* **Activity**: Task for the records below: count the lines that contain the word "family" and give only that number.

*** Opening Exercise data ***

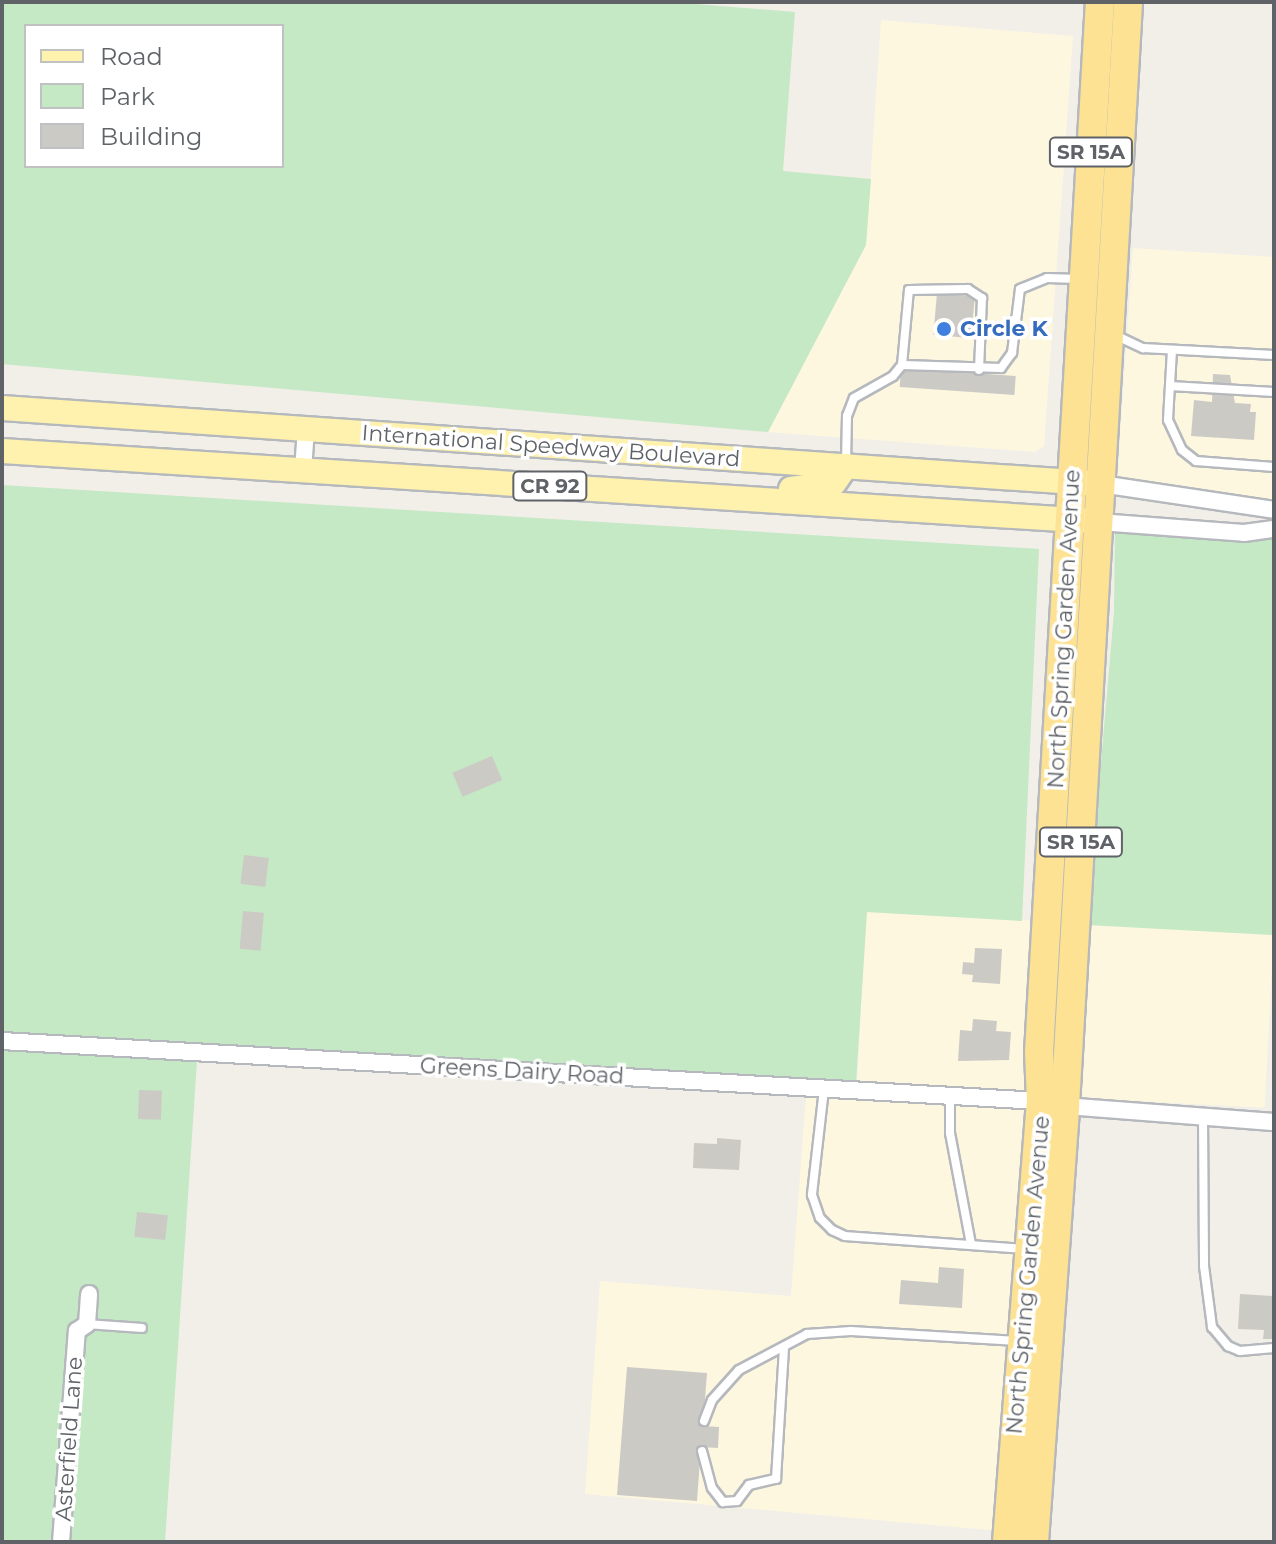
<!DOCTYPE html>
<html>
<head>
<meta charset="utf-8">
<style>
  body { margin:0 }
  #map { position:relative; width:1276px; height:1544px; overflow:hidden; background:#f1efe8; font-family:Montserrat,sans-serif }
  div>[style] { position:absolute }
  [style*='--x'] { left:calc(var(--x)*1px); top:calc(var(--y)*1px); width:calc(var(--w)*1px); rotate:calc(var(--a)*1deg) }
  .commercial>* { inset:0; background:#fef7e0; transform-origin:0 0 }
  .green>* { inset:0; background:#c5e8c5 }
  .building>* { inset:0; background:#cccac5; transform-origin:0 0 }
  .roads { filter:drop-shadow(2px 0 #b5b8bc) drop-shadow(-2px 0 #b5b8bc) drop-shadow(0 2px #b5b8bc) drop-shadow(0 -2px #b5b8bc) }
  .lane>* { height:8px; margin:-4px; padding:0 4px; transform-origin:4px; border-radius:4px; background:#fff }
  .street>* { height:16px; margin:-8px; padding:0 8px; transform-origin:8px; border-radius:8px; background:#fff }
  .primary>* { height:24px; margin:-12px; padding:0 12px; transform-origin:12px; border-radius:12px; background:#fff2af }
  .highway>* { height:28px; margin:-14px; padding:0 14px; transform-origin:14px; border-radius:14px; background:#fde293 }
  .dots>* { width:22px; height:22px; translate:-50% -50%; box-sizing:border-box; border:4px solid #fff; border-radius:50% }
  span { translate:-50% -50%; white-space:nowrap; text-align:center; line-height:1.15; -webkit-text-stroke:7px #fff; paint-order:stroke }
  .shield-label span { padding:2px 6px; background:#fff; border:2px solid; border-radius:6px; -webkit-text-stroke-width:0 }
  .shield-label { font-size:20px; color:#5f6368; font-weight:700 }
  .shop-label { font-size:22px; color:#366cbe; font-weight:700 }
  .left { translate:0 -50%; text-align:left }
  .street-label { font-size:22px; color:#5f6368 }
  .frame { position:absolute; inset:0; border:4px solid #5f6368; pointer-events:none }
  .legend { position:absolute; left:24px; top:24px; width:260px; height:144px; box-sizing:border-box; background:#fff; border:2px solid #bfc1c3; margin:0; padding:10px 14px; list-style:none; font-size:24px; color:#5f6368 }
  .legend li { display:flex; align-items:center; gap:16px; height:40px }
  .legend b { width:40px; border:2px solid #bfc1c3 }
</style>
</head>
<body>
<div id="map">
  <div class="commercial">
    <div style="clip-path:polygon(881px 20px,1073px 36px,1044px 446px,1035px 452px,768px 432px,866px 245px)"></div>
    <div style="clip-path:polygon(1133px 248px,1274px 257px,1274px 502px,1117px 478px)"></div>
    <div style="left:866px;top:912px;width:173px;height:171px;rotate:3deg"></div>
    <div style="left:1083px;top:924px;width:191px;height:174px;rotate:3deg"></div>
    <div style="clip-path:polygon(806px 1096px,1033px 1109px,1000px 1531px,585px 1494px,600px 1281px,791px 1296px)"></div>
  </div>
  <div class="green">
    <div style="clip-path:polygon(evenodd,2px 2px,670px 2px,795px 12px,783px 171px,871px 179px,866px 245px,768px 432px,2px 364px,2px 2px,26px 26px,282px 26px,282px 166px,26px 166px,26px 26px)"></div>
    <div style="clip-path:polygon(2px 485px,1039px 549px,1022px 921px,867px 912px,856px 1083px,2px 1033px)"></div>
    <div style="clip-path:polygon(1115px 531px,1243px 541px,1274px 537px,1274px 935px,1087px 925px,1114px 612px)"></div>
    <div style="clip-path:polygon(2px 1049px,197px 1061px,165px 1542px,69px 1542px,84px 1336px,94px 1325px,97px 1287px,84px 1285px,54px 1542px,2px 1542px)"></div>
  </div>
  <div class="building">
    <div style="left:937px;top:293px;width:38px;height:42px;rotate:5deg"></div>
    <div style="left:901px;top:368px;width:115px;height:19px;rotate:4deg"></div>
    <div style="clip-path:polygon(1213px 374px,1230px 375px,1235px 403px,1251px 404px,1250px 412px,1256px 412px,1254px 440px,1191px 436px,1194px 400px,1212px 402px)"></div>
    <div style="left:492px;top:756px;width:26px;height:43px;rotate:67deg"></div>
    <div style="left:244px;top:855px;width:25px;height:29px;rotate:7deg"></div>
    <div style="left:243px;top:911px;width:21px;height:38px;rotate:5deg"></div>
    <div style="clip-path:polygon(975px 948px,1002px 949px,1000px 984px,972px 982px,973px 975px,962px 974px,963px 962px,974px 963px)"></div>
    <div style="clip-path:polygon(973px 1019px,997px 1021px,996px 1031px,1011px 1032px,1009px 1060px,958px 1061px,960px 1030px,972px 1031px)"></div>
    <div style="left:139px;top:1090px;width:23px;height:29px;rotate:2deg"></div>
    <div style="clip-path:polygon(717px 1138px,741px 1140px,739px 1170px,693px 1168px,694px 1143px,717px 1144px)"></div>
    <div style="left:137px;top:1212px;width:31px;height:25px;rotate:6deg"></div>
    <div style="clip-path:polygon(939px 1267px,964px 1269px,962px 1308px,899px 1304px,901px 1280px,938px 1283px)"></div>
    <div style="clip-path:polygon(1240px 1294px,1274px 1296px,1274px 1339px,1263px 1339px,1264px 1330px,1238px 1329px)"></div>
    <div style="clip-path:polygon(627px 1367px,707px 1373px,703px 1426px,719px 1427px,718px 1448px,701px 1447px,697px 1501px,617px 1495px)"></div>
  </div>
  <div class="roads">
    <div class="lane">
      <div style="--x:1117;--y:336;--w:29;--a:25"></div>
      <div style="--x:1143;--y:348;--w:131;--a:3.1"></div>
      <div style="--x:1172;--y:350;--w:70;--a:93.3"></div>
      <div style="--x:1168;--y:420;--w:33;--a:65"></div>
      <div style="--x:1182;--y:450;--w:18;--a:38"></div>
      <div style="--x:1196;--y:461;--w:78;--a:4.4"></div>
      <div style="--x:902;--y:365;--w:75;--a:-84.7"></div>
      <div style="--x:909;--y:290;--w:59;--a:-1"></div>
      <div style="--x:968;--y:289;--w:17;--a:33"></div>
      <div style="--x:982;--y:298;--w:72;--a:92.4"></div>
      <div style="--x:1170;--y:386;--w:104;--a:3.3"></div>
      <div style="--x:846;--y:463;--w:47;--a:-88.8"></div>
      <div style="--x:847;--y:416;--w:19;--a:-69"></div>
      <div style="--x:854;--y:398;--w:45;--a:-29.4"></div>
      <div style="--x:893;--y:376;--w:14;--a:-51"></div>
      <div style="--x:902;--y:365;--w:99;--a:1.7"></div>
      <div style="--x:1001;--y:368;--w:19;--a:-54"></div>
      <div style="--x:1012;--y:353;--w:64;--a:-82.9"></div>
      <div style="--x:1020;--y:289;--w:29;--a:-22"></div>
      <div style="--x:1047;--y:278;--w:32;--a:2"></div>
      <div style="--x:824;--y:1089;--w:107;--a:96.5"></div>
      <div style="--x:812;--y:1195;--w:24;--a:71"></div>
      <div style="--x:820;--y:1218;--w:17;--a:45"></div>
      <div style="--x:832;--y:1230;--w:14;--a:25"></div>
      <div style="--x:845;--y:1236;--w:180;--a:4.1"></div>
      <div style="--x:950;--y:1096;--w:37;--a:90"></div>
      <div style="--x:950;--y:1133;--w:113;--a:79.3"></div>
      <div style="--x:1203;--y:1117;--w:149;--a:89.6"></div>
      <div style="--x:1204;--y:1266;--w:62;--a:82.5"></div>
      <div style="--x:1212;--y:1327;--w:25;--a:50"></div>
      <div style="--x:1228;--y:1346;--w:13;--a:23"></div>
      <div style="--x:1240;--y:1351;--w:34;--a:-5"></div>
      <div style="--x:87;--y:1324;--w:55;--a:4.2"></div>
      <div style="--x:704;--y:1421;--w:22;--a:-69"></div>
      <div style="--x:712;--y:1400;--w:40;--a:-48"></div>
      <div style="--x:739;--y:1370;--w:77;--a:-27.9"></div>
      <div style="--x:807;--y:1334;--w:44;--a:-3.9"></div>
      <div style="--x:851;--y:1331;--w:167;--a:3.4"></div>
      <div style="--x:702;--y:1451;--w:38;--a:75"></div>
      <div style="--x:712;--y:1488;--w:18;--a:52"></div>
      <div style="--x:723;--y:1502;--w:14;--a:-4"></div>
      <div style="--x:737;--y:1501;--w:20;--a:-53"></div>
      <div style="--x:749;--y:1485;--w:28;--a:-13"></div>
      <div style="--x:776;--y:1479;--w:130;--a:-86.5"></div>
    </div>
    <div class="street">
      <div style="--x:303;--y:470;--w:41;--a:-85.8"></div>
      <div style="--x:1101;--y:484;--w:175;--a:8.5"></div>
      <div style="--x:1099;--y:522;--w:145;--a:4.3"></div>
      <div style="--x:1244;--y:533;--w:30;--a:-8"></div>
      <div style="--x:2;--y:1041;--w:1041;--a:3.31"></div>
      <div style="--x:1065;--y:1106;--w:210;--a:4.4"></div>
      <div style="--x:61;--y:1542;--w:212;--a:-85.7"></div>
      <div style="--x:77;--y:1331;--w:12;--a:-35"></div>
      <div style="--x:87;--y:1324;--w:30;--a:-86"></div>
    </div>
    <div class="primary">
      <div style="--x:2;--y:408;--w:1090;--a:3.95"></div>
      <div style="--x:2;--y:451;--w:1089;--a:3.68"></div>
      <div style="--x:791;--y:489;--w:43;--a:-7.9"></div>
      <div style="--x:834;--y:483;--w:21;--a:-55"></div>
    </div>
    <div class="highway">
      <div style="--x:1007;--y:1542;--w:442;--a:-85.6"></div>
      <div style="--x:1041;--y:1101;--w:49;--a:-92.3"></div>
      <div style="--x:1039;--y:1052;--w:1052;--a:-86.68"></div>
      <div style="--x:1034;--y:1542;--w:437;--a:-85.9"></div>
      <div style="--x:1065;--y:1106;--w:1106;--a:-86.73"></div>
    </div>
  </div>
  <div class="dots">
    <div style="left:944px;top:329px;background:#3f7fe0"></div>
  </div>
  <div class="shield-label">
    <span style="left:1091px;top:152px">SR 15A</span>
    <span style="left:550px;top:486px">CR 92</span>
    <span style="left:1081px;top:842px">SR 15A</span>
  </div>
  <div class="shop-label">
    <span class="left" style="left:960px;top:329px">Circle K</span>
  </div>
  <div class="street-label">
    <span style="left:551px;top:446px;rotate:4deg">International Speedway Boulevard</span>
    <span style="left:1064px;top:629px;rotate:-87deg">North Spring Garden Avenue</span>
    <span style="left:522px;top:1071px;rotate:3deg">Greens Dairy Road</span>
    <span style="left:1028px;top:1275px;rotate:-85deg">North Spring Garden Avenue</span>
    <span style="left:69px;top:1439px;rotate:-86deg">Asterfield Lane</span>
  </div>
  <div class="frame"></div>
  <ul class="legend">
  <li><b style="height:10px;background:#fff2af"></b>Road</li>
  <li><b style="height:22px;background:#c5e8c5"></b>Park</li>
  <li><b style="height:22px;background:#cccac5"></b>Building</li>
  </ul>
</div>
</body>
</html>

*** Closing Exercise data ***
*** Opening Exercise data ***

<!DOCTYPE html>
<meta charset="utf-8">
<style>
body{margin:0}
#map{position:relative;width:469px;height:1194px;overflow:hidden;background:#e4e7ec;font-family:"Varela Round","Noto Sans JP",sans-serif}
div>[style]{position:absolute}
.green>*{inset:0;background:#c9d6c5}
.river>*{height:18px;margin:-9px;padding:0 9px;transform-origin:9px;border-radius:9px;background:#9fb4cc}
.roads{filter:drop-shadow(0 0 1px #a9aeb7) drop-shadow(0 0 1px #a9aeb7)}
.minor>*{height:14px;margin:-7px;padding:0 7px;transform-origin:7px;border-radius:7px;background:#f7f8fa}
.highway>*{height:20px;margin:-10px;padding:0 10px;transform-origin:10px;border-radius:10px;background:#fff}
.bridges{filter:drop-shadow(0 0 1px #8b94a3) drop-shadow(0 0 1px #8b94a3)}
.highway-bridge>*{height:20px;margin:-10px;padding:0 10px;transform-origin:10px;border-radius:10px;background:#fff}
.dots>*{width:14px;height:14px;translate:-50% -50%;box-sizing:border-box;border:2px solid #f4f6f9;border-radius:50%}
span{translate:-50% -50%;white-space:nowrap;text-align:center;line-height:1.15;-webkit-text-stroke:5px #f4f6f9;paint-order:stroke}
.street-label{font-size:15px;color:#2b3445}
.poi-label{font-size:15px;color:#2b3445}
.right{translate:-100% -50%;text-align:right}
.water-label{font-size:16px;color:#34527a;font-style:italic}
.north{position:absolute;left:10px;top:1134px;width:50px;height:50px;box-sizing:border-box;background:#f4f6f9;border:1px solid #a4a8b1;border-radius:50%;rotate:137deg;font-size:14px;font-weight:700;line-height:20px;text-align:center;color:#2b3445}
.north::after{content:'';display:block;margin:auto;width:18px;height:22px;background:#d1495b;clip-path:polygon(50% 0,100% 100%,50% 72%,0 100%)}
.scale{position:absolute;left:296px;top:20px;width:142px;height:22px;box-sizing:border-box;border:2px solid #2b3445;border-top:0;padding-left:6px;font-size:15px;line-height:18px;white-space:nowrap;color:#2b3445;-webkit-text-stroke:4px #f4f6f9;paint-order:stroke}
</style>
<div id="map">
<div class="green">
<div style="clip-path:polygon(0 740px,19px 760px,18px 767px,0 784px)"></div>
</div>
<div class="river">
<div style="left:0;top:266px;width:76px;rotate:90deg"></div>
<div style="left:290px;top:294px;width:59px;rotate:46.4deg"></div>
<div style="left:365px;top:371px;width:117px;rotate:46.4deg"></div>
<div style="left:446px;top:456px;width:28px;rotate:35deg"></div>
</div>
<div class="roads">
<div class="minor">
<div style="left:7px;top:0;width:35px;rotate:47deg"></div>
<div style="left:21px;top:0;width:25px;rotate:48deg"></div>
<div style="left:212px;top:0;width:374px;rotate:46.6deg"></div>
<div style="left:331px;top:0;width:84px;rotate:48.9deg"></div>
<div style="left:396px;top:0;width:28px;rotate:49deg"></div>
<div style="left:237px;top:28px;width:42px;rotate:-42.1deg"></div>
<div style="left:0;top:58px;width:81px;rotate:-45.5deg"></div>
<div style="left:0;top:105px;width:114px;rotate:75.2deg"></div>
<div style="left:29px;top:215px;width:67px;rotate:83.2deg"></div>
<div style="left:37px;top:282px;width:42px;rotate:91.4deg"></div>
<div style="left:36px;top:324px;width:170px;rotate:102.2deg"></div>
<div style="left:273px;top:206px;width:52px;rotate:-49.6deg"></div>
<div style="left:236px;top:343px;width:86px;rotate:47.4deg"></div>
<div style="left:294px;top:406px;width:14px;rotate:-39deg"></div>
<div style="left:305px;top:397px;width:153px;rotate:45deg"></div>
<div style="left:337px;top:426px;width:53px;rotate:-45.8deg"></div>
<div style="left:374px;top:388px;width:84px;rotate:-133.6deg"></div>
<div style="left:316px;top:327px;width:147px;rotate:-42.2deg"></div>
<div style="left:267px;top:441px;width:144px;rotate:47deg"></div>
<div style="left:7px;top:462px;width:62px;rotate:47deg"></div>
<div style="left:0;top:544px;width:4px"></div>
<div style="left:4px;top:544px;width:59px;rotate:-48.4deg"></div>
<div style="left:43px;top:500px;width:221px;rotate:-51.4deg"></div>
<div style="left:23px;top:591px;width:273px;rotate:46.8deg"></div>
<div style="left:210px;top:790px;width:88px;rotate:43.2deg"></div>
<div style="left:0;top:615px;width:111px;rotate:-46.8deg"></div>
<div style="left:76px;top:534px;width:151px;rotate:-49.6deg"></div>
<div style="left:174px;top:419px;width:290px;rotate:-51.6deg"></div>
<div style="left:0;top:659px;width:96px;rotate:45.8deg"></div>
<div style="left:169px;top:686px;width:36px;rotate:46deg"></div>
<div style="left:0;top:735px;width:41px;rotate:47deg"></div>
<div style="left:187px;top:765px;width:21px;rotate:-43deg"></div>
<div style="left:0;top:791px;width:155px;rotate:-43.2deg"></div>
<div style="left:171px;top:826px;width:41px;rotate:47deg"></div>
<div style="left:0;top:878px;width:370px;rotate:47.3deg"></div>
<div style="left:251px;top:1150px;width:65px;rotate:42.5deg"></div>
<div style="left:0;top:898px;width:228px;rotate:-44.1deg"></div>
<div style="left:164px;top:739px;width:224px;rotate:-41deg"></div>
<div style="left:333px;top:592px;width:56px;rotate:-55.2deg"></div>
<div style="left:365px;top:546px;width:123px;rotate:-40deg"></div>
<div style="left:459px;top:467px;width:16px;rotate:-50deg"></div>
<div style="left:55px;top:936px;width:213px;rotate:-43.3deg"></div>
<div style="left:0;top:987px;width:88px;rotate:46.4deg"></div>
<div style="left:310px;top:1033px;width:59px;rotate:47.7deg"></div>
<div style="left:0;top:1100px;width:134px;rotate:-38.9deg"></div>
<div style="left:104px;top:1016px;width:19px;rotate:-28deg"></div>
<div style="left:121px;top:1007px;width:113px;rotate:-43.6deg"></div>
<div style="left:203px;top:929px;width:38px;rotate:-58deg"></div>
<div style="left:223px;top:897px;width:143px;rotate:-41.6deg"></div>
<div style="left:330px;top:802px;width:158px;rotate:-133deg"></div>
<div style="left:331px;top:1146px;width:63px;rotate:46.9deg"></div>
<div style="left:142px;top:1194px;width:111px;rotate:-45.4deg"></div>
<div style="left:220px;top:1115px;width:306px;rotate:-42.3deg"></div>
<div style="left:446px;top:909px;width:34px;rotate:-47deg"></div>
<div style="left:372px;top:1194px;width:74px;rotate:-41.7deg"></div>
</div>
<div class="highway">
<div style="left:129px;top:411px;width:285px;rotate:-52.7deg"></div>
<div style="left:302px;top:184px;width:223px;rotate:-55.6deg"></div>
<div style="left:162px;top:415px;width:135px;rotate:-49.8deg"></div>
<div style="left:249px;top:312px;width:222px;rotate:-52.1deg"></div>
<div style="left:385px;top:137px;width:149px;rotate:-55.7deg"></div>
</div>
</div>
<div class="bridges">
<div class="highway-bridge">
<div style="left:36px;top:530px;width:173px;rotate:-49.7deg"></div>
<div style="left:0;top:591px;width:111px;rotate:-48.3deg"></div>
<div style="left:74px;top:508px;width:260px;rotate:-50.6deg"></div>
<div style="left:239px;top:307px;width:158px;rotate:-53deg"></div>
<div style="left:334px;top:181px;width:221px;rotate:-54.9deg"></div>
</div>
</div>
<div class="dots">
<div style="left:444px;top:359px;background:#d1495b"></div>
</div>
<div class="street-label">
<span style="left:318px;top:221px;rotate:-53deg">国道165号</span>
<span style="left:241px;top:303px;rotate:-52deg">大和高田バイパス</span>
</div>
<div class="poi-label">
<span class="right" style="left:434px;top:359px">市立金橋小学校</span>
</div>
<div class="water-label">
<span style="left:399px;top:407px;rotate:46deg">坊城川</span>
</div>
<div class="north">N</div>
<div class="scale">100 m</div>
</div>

*** Closing Exercise data ***

* **Expected output**: 2